Immunohistochemistry. HuR protein expression was analyzed from tumor tissue microarrays using immunohistochemical staining. From each formalin-fixed and paraffin-embedded breast cancer specimen, four cores (diameter 0.6 mm) of the most representative area were used for the preparation of tumor tissue microarray blocks as described previously (27). Sections of 5 µm were cut and processed for immunohistochemistry.
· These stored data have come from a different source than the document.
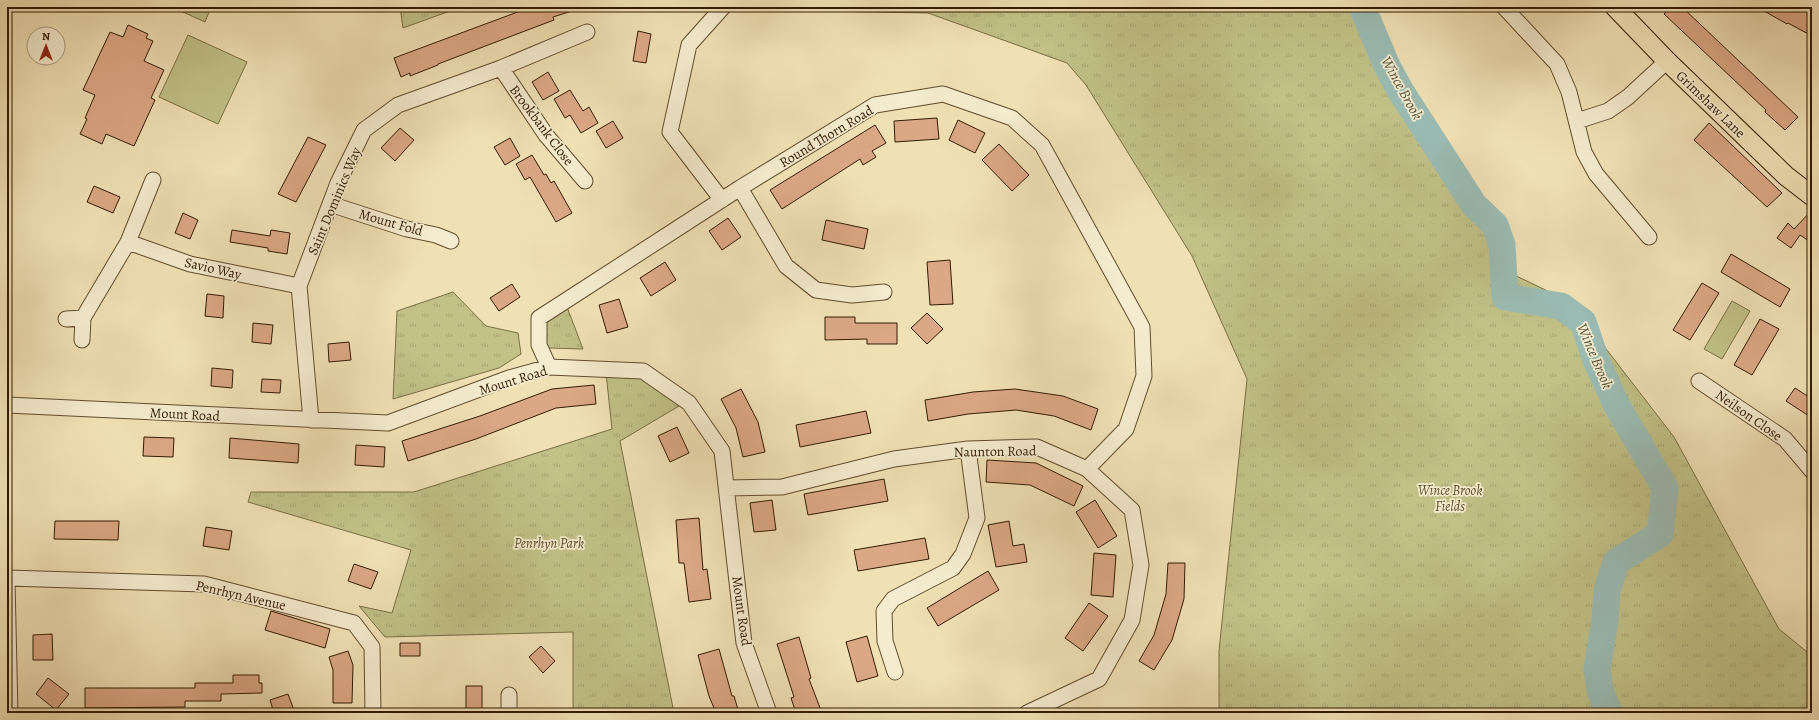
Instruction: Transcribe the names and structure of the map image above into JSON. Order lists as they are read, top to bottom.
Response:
{
  "streets": {
    "main road": ["Grimshaw Lane"],
    "street": [
      "Brookbank Close",
      "Round Thorn Road",
      "Saint Dominics Way",
      "Mount Fold",
      "Savio Way",
      "Mount Road",
      "Neilson Close",
      "Naunton Road",
      "Penrhyn Avenue"
    ]
  },
  "crossings": [
    ["Brookbank Close", "Saint Dominics Way"],
    ["Round Thorn Road", "Mount Road"],
    ["Round Thorn Road", "Naunton Road"],
    ["Saint Dominics Way", "Mount Fold"],
    ["Saint Dominics Way", "Savio Way"],
    ["Saint Dominics Way", "Mount Road"],
    ["Mount Road", "Naunton Road"]
  ],
  "water": ["Wince Brook"],
  "parks": ["Wince Brook Fields", "Penrhyn Park"],
  "north": "top"
}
The tissue microarray slides were stained with a mouse monoclonal anti-human HuR antibody (19F12; a kind gift from Henry Furneaux, University of Connecticut Health Center, Farmington, CT) at a dilution of 1:10,000 (1.0 µg/mL). The immunostaining protocol for HuR was carried out as described previously (15). HuR immunoreactivity was scored from the familial breast cancer specimens based on the following criteria: nuclear staining only, low intensity of cytoplasmic HuR staining present (visible with x100 or a higher magnification), and high intensity of cytoplasmic HuR staining present (visible with x50 or a lower magnification). HuR staining set contained two predetermined colon carcinoma control slides, one of which contained only nuclear staining in the tumor cells and another one with cytoplasmic immunopositivity. Statistical analyses were done according to HuR cytoplasmic positivity versus negativity. Nuclear positivity was seen in 90.9% of the cases and an additional cytoplasmic staining in 42.4% of the cases, and only cytoplasmic staining in 0.6% of the cases. Cytoplasmic HuR staining was considered positive if any of the four core samples showed positivity. Within an individual core, the staining pattern was relatively uniform. The samples were blinded and scored independently by M.H. and A.R. In a case of discordant scores, the specimens were reevaluated using a multiheaded microscope and the consensus score was used for further analyses.
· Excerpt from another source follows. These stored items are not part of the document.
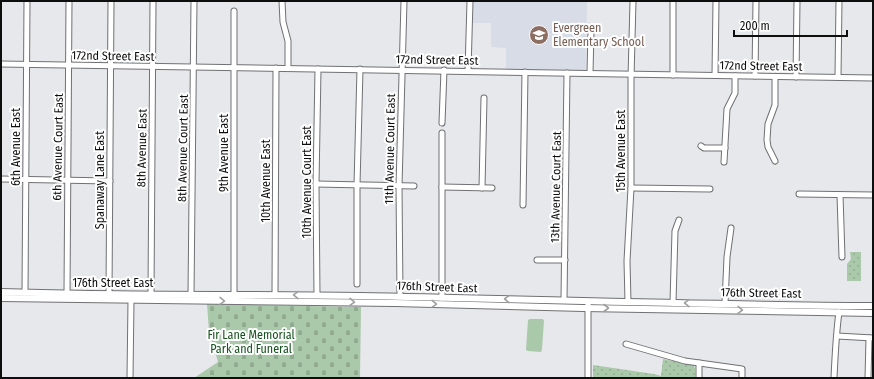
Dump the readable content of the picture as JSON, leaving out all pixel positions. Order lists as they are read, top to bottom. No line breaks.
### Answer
{"streets":{"main road":["176th Street East"],"street":["172nd Street East","6th Avenue East","6th Avenue Court East","8th Avenue East","8th Avenue Court East","11th Avenue Court East","15th Avenue East","9th Avenue East","Spanaway Lane East","10th Avenue East","10th Avenue Court East","13th Avenue Court East"]},"crossings":[["172nd Street East","6th Avenue East"],["172nd Street East","6th Avenue Court East"],["172nd Street East","8th Avenue East"],["172nd Street East","8th Avenue Court East"],["172nd Street East","11th Avenue Court East"],["172nd Street East","15th Avenue East"],["172nd Street East","9th Avenue East"],["172nd Street East","Spanaway Lane East"],["172nd Street East","10th Avenue East"],["172nd Street East","10th Avenue Court East"],["172nd Street East","13th Avenue Court East"],["6th Avenue East","176th Street East"],["6th Avenue Court East","176th Street East"],["8th Avenue East","176th Street East"],["8th Avenue Court East","176th Street East"],["11th Avenue Court East","176th Street East"],["15th Avenue East","176th Street East"],["9th Avenue East","176th Street East"],["Spanaway Lane East","176th Street East"],["10th Avenue East","176th Street East"],["10th Avenue Court East","176th Street East"],["13th Avenue Court East","176th Street East"]],"parks":["Fir Lane Memorial Park and Funeral"],"places":{"school or university":["Evergreen Elementary School"]},"scale_bar":"200 m"}
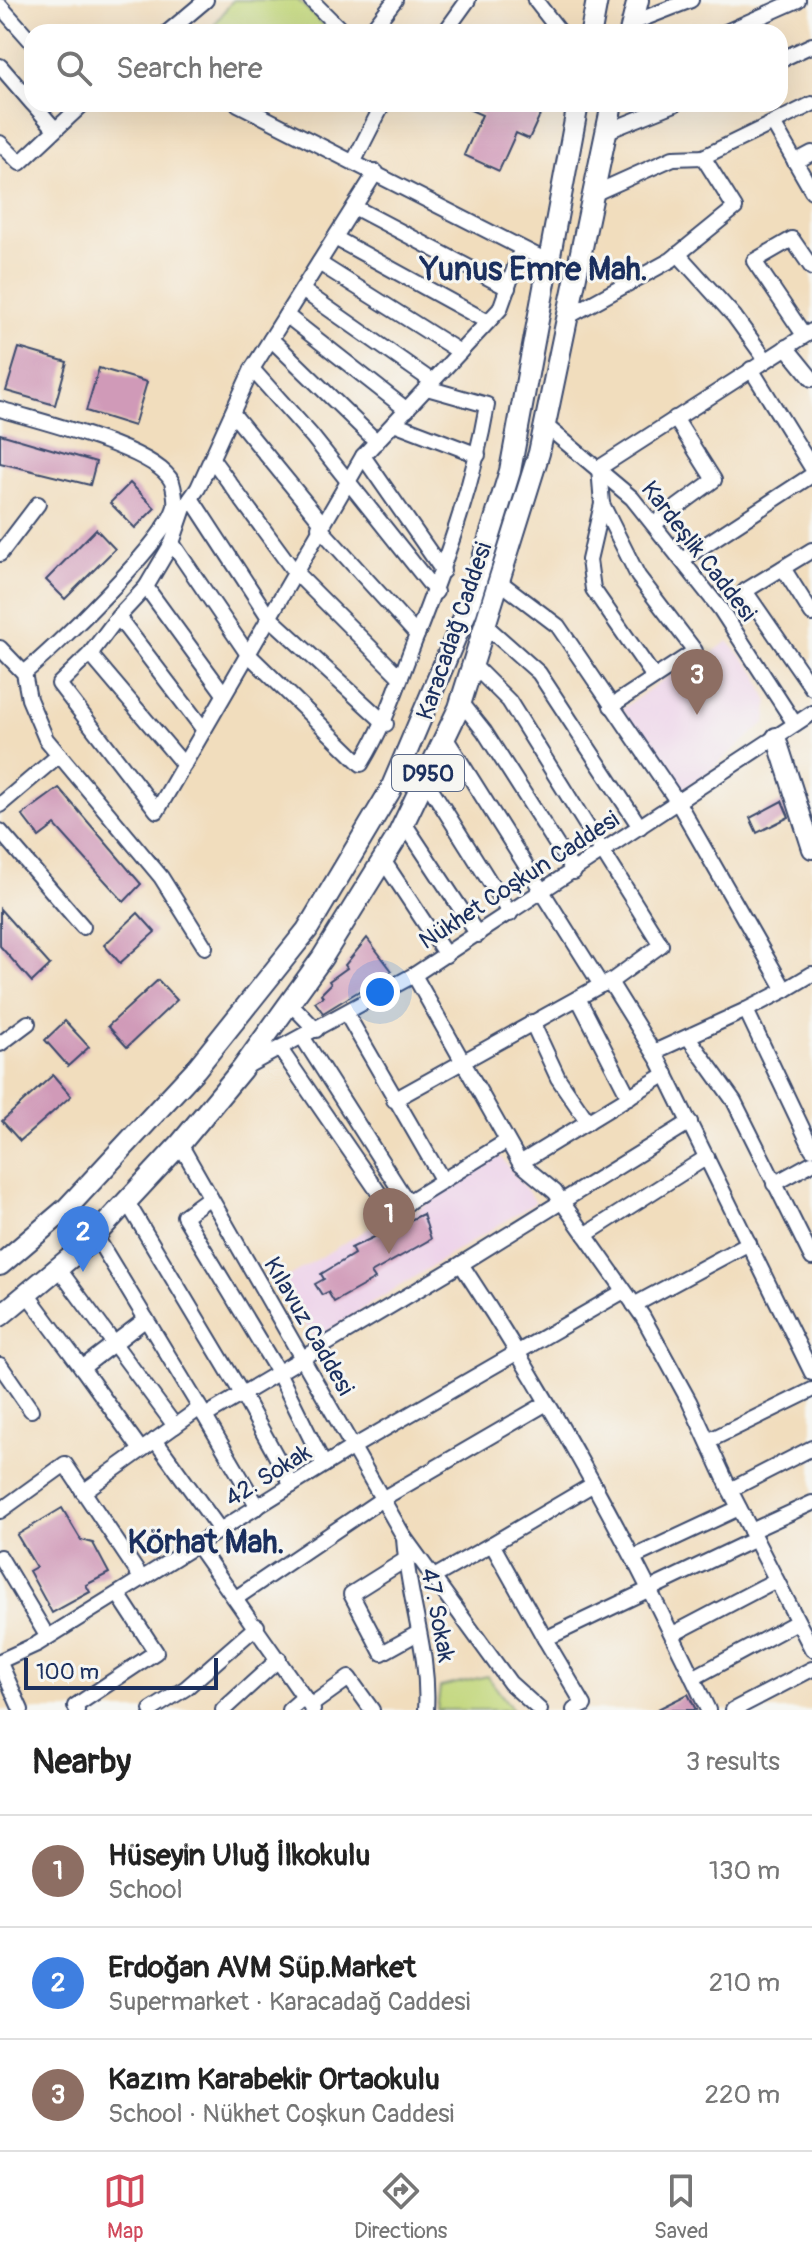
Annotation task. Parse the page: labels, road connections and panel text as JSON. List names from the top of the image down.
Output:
{
  "streets": {
    "highway": ["Karacadağ Caddesi", "D950"],
    "street": [
      "Kardeşlik Caddesi",
      "Nükhet Coşkun Caddesi",
      "Kılavuz Caddesi",
      "42. Sokak",
      "47. Sokak"
    ]
  },
  "crossings": [
    ["Kardeşlik Caddesi", "Karacadağ Caddesi"],
    ["Kardeşlik Caddesi", "Nükhet Coşkun Caddesi"],
    ["Karacadağ Caddesi", "Nükhet Coşkun Caddesi"],
    ["Karacadağ Caddesi", "Kılavuz Caddesi"],
    ["Kılavuz Caddesi", "42. Sokak"],
    ["Kılavuz Caddesi", "47. Sokak"]
  ],
  "districts": ["Yunus Emre Mah.", "Körhat Mah."],
  "scale_bar": "100 m",
  "page": {
    "search": "Search here",
    "pins": ["3", "1", "2"],
    "scale": "100 m",
    "heading": ["Nearby", "3 results"],
    "list": [
      {
        "mark": "1",
        "name": "Hüseyin Uluğ İlkokulu",
        "note": "School",
        "value": "130 m"
      },
      {
        "mark": "2",
        "name": "Erdoğan AVM Süp.Market",
        "note": "Supermarket · Karacadağ Caddesi",
        "value": "210 m"
      },
      {
        "mark": "3",
        "name": "Kazım Karabekir Ortaokulu",
        "note": "School · Nükhet Coşkun Caddesi",
        "value": "220 m"
      }
    ],
    "nav": ["Map", "Directions", "Saved"]
  }
}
Statistical analysis. The association between HuR staining and clinicopathologic variables and prognostic variables was assessed using the
2 test. Life tables were computed according to the Kaplan-Meier method, and survival curves were compared with the log-rank test. Multivariate survival analysis was done with the Cox proportional hazards model using the following covariates: HuR expression, tumor size (T1 versus T2-T4), lymph node status, histologic grade, estrogen receptor and progesterone receptor status, and p53 immunostaining. Cox regression was done using a backward stepwise selection of variables, and a P value of 0.05 was adopted as the limit for inclusion of a covariate. The backward stepwise algorithm was used to pick the best combination of prognostic factors to explain the mortality in the study population. Hazard ratios are provided for each covariate. The data were analyzed by using SPSS for Windows v12.0.1 (SPSS, Inc.). The study was done with the informed consent of patients as well as permissions from the ethics committee of the Helsinki University Central Hospital and from the Ministry of Social Affairs and Health in Finland.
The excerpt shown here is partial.